++++ Source material ++++

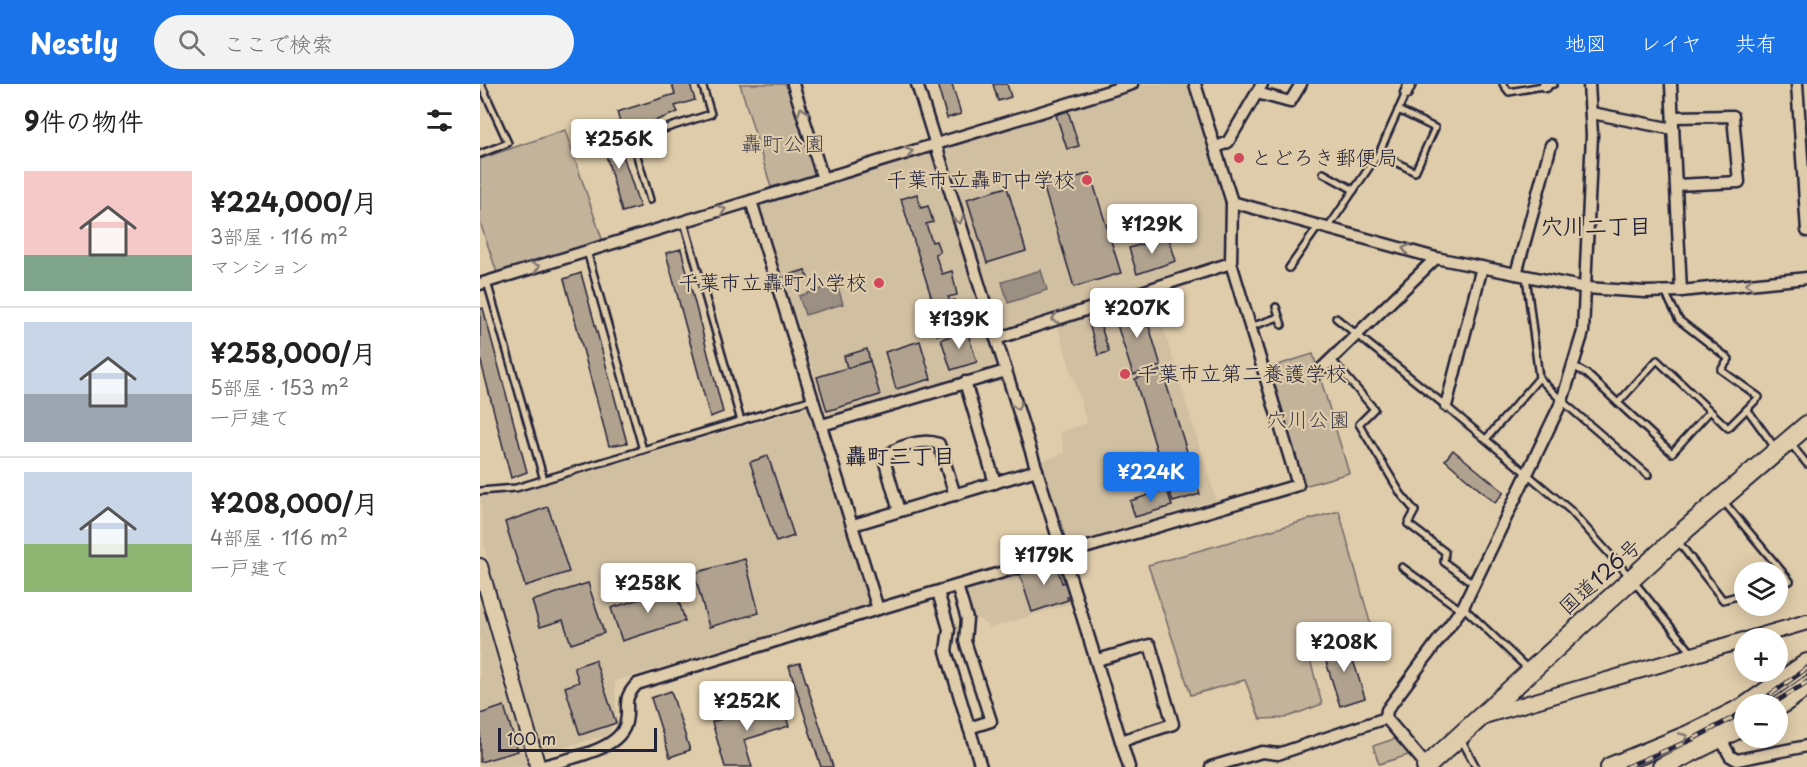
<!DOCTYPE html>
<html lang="ja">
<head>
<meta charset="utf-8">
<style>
  body { margin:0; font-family:"Playpen Sans","Klee One",sans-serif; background:#f2f2f2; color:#222; height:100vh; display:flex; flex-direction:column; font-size:22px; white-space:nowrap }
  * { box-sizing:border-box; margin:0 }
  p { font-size:20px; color:#767676 }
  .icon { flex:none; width:33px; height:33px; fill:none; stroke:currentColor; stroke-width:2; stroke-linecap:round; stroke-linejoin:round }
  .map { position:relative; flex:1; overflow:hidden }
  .sheet { display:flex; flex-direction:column; background:#fff; width:480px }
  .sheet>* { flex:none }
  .tools { position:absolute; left:1254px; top:478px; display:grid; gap:12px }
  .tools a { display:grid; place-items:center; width:54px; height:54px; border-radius:50%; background:#fff; box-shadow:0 3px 15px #0003; font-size:30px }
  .scale { position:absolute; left:18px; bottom:15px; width:159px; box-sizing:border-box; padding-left:6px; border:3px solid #22223b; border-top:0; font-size:16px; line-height:21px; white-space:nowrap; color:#22223b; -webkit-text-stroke:4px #dfccaa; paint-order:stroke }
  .price { position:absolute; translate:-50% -51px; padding:0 14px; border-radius:6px; background:#fff; color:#222; font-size:20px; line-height:39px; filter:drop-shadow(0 2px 3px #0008) }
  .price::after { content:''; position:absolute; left:50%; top:36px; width:18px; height:14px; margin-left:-9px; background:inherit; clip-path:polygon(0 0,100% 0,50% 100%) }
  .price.selected { background:#1a73e8; color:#fff }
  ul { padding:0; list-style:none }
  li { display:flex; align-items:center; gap:18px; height:150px; padding:0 24px }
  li+li { border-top:2px solid #e0e0e0 }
  li span { display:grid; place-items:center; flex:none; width:168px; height:120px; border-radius:0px; color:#555 }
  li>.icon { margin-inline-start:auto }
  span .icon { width:72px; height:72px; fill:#fffc; stroke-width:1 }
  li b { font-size:26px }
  h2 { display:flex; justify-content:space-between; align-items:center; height:72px; padding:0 24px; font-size:26px }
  header { display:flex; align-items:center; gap:36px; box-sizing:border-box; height:84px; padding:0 30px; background:#1a73e8; color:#fff }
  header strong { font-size:28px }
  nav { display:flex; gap:33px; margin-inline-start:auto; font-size:21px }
  .search { width:420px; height:54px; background:#f2f2f2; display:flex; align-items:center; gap:15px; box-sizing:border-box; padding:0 21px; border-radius:33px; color:#767676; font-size:22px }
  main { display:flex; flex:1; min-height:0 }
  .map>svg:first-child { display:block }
</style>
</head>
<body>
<header>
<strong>Nestly</strong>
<div class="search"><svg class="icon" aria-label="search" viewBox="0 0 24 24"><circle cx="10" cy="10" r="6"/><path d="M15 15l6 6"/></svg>ここで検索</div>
<nav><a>地図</a><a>レイヤ</a><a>共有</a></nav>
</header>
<main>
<section class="sheet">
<h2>9件の物件<svg class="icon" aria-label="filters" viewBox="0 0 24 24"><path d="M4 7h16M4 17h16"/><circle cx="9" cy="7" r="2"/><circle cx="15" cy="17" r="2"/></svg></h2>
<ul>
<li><span style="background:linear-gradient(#f6c9c9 70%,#7fa58c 0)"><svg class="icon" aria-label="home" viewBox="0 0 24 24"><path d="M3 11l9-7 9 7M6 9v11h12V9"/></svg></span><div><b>¥224,000/月</b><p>3部屋 · 116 m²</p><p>マンション</p></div></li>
<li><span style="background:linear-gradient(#c9d6e8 60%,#9aa5b1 0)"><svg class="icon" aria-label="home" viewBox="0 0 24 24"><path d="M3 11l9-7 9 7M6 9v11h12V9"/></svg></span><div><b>¥258,000/月</b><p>5部屋 · 153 m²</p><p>一戸建て</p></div></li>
<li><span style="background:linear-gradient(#c9d6e8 60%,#8fb573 0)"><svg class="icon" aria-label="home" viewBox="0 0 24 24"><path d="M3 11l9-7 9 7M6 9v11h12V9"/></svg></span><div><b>¥208,000/月</b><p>4部屋 · 116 m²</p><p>一戸建て</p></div></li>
</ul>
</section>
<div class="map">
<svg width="1327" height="683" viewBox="0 0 1327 683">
  <rect width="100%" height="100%" fill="#dfccaa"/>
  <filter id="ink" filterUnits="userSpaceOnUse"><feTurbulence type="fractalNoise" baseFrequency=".0167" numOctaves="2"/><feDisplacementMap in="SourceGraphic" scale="12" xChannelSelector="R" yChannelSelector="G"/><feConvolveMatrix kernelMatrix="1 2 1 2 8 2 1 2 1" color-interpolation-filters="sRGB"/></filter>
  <g filter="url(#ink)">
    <!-- built -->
    <g fill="#d1bfa2">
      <polygon points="664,0 710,0 749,124 744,172 528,244 519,239 466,68 470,60"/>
      <polygon points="448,68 453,71 517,275 514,282 354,330 347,329 281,124 284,118"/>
      <polygon points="673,210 736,416 593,459 586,458 562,377 585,369 580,348 607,339 577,241"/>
      <polygon points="330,323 391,515 386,522 135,597 136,635 128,651 64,669 5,467 0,408 34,410"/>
      <polygon points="579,474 593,519 510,544 499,535 491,537 481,502"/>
      <polygon points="0,518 48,683 0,683"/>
    </g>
    <!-- green -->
    <g fill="#c3b39a" stroke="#726a6a" stroke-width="1.5">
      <polygon points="260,0 310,0 337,87 334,92 291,103"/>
      <polygon points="85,46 123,158 17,189 0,138 0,75"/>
      <polygon points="833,270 869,389 824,402 788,284"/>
      <polygon points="859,427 893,549 828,568 842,620 805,634 780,635 765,596 711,611 668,481"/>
      <polygon points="923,652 935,669 899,680 893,662"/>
    </g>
    <!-- water -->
    <g fill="#9b9082" stroke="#6b6466" stroke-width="1.5">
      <polygon points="561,186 567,206 528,219 522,198"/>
      <polygon points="357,200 363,220 325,231 319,212"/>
    </g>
    <!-- building -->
    <g fill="#b0a28f" stroke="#22223b" stroke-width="1.5">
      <polygon points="192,0 210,0 215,16 195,22 198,28 143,49 137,28 195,10"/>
      <polygon points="457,0 472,0 481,30 467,34"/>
      <polygon points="513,0 527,0 531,13 518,17"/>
      <polygon points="588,27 599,62 587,65 576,31"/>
      <polygon points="133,41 160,123 142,128 119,46"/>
      <polygon points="610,89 641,189 594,203 564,104"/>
      <polygon points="527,103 546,167 507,179 487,115"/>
      <polygon points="437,110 441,124 448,122 453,138 446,140 452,158 456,157 460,168 455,170 462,190 472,187 477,211 468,213 470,217 475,216 483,243 457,251 448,223 454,222 421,115"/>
      <polygon points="688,152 696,177 657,190 649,164"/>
      <polygon points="201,165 243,328 230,333 186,169"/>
      <polygon points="325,186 328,194 308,200 305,192"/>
      <polygon points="101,189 147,359 129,362 84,195"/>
      <polygon points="662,219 681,282 653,291 633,228"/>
      <polygon points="3,224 47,388 31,394 0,274 0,225"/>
      <polygon points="618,233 629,268 618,271 608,236"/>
      <polygon points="487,247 497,278 471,286 461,255"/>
      <polygon points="440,257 451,295 416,305 405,268"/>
      <polygon points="387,265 390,277 367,284 364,272"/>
      <polygon points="390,277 400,311 347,327 337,293"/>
      <polygon points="682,286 720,410 693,418 688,403 672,408 669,397 642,405 634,378 663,369 666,378 679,374 655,295"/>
      <polygon points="973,366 1024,408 1015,419 965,376"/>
      <polygon points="288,372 314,452 296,458 270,378"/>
      <polygon points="687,405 692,422 655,433 650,417"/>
      <polygon points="68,423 89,488 45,502 25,438"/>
      <polygon points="265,475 279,529 229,543 214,489"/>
      <polygon points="575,476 582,499 585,498 590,512 587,513 588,516 552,528 539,488"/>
      <polygon points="108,499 124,549 91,560 83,536 60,543 52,517"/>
      <polygon points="195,504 205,537 142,557 131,524"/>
      <polygon points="867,557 885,614 860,622 842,565"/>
      <polygon points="115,576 136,639 100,651 85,603 99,598 94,583"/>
      <polygon points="320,579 353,683 341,683 309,582"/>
      <polygon points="191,607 210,666 190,673 171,614"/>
      <polygon points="301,617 309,642 264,656 272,683 245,683 232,638"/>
      <polygon points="24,622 38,667 0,678 0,630"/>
    </g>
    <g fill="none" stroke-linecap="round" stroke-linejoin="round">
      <!-- service casing -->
      <g stroke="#22223b" stroke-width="10">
        <g id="service">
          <polyline points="1023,0 1029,8 1074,0"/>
          <polyline points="899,69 935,88 955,44 918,26"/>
          <polyline points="0,70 28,59 1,0"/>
          <polyline points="843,89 874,106"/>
          <polyline points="170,116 152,55 231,30 222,0"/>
          <polyline points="204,138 261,337"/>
          <polyline points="848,144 899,69 926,9"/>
          <polyline points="107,167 163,366"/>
          <polyline points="809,184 838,143"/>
          <polyline points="7,198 64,396"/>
          <polyline points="1185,208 1199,236 1249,275 1241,286 1279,313 1248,344 1177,276 1138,319 1192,369 1230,327"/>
          <polyline points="796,223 802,241"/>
          <polyline points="856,234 966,322 1090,426 1151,494 1212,569"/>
          <polyline points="770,243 799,233"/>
          <polyline points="852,276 894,325 879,340 921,410 935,427 928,440 965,468 964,478 994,500"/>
          <polyline points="1093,282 1107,290 1138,319"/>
          <polyline points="1059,294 1082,317 1168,391"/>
          <polyline points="1267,325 1296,365"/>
          <polyline points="1006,355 1059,294 1046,192"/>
          <polyline points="1311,360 1327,380"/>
          <polyline points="0,407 36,404 333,315"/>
          <polyline points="1244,418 1310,497 1298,501"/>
          <polyline points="1197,456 1243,516 1264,510"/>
          <polyline points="922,483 981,526"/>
          <polyline points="983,523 1047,584"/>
          <polyline points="981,655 996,683"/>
        </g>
      </g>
      <!-- minor casing -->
      <g stroke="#22223b" stroke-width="15">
        <g id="minor">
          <polyline points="313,0 343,95"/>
          <polyline points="437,0 649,683"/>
          <polyline points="1065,0 1066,2"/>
          <polyline points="1191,0 1201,207"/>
          <polyline points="1317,0 1327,147"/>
          <polyline points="777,9 810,18 821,0"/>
          <polyline points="926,9 930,0"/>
          <polyline points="1112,29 1193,45"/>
          <polyline points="1193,33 1253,32 1259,98 1196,101"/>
          <polyline points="735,64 748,58 782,0"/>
          <polyline points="271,117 398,525"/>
          <polyline points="752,118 956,174 1106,204 1165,208 1201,207 1327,194"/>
          <polyline points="1036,190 1071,61"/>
          <polyline points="0,200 652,0"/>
          <polyline points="516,255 751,179"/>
          <polyline points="836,290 956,174"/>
          <polyline points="485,298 515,399"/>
          <polyline points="966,322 1002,183"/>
          <polyline points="342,341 526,287"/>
          <path d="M419 427 404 375C414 362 443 354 459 360L475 411"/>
          <polyline points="373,441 557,386"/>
          <polyline points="477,502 487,535 485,557 511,637 489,644"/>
          <polyline points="458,508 469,545 466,567 501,683"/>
          <polyline points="617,576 670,561 693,640 641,657"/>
          <polyline points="906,634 907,626 983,523 1082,317 1103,248 1112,51 1109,0"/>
          <polyline points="1241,655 1250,672 1257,676 1327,662"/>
          <path d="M60 683C85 675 141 667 146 638 150 619 141 617 157 600L398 525 818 401 751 179 752 118 715 0"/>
          <polyline points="731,683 782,668 798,670 906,634 947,682"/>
        </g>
      </g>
      <!-- tertiary casing -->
      <g stroke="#22223b" stroke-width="18">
        <g id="tertiary">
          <polyline points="0,482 58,683"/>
          <polyline points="1269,555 1327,538"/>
          <polyline points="1004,632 1264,556"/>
        </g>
      </g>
      <!-- trunk casing -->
      <g stroke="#22223b" stroke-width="22">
        <g id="trunk">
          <polyline points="1267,621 1327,579"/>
          <polyline points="1298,623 1327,602"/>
          <polyline points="946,683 1206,445 1327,341"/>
          <polyline points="1130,683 1208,651 1264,623"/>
          <polyline points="1182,683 1264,642"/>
        </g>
      </g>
      <!-- service -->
      <use href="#service" stroke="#dfccaa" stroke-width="5"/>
      <!-- minor -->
      <use href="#minor" stroke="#dfccaa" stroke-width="10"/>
      <!-- tertiary -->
      <use href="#tertiary" stroke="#dfccaa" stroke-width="14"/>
      <!-- trunk -->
      <use href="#trunk" stroke="#dfccaa" stroke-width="18"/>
      <!-- rail casing -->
      <g stroke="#22223b" stroke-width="5">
        <g id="rail">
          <polyline points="1276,621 1327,584"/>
          <polyline points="1291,621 1327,598"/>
          <polyline points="1146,683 1211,656 1264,628"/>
        </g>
      </g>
      <!-- rail -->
      <use href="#rail" stroke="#dfccaa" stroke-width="3" stroke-dasharray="9" stroke-linecap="butt"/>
    </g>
    <!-- one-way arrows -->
    <defs><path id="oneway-chevron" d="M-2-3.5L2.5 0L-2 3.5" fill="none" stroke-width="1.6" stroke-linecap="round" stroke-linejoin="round" transform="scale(1.5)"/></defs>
    <g stroke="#807772">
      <use href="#oneway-chevron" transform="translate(322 27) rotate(-108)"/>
      <use href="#oneway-chevron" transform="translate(429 68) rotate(-17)"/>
      <use href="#oneway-chevron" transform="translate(242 126) rotate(-17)"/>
      <use href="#oneway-chevron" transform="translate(479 136) rotate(73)"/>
      <use href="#oneway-chevron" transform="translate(926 165) rotate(-165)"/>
      <use href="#oneway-chevron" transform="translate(56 183) rotate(-17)"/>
      <use href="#oneway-chevron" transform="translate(1269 200) rotate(175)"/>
      <use href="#oneway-chevron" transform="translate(575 235) rotate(162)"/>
      <use href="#oneway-chevron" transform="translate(537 322) rotate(73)"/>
      <use href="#oneway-chevron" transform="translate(1204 653) rotate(-24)"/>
    </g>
  </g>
  <!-- markers -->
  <g fill="#d1495b" stroke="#dfccaa" stroke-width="2">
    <circle cx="759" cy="74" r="6"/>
    <circle cx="607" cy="96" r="6"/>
    <circle cx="399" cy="199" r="6"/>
    <circle cx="645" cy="290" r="6"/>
  </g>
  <g text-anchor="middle" stroke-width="4.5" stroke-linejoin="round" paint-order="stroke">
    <!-- park labels -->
    <g font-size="21" fill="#423f4e" stroke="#dfccaa">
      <text x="303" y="67">轟町公園</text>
      <text x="828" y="343">穴川公園</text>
    </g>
    <!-- poi labels -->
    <g font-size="21" fill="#22223b" stroke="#dfccaa" text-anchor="start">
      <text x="771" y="81">とどろき郵便局</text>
      <text x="595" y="103" text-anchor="end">千葉市立轟町中学校</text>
      <text x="387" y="206" text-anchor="end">千葉市立轟町小学校</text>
      <text x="657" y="297">千葉市立第二養護学校</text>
    </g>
    <!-- street labels -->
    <g font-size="21" fill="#22223b" stroke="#dfccaa">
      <text transform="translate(1120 493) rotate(-42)" y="7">国道126号</text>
    </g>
    <!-- neighbourhood labels -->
    <g font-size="22" font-weight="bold" fill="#22223b" stroke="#dfccaa">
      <text x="1116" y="150">穴川二丁目</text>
      <text x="420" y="380">轟町三丁目</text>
    </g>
  </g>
</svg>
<div class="tools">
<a><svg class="icon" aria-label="layers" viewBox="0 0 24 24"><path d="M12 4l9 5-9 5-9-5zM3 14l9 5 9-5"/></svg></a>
<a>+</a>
<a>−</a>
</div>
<div class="scale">100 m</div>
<b class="price" style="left:139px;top:86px">¥256K</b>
<b class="price" style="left:672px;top:171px">¥129K</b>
<b class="price" style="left:657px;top:255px">¥207K</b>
<b class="price" style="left:479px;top:266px">¥139K</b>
<b class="price selected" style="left:671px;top:419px">¥224K</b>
<b class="price" style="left:564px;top:502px">¥179K</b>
<b class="price" style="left:168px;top:530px">¥258K</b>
<b class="price" style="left:864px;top:589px">¥208K</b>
<b class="price" style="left:267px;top:648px">¥252K</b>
</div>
</main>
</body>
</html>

++++

Return every line from the entries above that includes the word "tools".

Your response |
  .tools { position:absolute; left:1254px; top:478px; display:grid; gap:12px }
  .tools a { display:grid; place-items:center; width:54px; height:54px; border-radius:50%; background:#fff; box-shadow:0 3px 15px #0003; font-size:30px }
<div class="tools">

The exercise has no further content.